Chapter Thirty-One

Gabe

I knew before the doctor said anything. Had known since the moment I woke up this morning after a shit night’s sleep, unable to lift my arm.

I wasn’t fighting today.

Not today or ever again.

My go in the tournament was finished. Coach’s gym—my gym—was gone. I didn’t have the money to get the loan, and Coach Lou couldn’t push off the developers any longer. Not if he wanted his retirement.

Everything I had trained for since I was fourteen, my life’s work, my life, was coming to an end in this room, and all I felt was numb.

The doctor had me hold my left elbow at my hip and raise my fist to a ninety-degree angle, then he nudged the outside of my wrist, and that numbness sparked into electric pain that radiated from my shoulder to my fist. I clenched my teeth as my arm gave out, too weak to resist the doctor’s slight pressure.

Diego’s head dropped where he stood behind the doctor. He pushed aside his suit jacket to rest his hands on his hips. “Gabe…”

“I know,” I said, voice flat.

He’d been right yesterday. If he let me in the ring, no coach would let his fighter book with him again. Not to mention it would be a shit performance. People didn’t turn on the TV to watch a guy with one functioning arm get knocked out in the first round. Not during a championship fight.

The doctor removed his exam gloves. “You’ll want to go to the hospital for X-rays. You may need surgery if it’s a complete tear, but you’ll need treatment either way.”

I nodded. I knew the drill.

He walked to the other side of the room to examine the next fighter, and I lowered into a chair. That simple motion was enough to pull an ache from my shoulder.

Diego watched, face pained. “You fought a hell of a tournament.”

It didn’t feel like it. It felt like I’d given everything I had and it wasn’t enough. Like I’d failed to do the one thing I’d sacrificed everything for.

Again.

Heat crept up my neck as my chest tightened, the air suddenly too thick to inhale. I closed my eyes to block out the pressure, but I couldn’t block out the images.

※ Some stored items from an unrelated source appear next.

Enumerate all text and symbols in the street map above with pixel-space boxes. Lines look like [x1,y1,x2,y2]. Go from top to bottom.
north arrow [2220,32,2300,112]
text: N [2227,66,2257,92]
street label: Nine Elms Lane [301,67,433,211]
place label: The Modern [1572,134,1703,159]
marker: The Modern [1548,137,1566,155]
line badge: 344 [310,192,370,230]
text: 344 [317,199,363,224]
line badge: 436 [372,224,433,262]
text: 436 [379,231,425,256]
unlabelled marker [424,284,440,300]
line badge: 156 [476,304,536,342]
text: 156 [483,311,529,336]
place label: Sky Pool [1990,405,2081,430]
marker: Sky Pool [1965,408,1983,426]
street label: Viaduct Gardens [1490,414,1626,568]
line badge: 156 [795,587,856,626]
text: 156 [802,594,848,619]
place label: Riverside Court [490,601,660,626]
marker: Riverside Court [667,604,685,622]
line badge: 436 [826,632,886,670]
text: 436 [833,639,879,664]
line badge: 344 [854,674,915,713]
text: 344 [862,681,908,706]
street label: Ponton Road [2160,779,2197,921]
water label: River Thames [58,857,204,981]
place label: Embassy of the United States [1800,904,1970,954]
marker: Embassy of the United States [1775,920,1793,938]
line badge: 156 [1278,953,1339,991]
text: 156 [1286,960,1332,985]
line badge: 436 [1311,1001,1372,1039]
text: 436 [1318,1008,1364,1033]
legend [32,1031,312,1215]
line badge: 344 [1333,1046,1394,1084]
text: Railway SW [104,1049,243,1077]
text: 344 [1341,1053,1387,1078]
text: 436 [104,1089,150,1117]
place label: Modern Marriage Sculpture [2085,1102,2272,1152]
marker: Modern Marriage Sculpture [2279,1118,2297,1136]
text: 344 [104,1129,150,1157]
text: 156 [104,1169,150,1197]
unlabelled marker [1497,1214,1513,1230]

My mom at my first boxing match. My mom’s open casket. The hug she’d given me the last time I was home. The cake she’d baked the first time I won a title belt. The brightness in her voice the last time we spoke on the phone, right before her surgery, when we all thought everything would be okay.

With each memory came a sharp stab, deeper and more painful than anything my shoulder had brought.

It was like I’d been running from it all since she’d died, the despair and the grief and the reminders she was really gone, and now it was all crashing on top of me, burying me under its weight.

Mom was gone.

Boxing was gone.

What did I have left?

Aubrey’s face flashed across my mind. Her big hazel eyes and bigger, sweeter smile.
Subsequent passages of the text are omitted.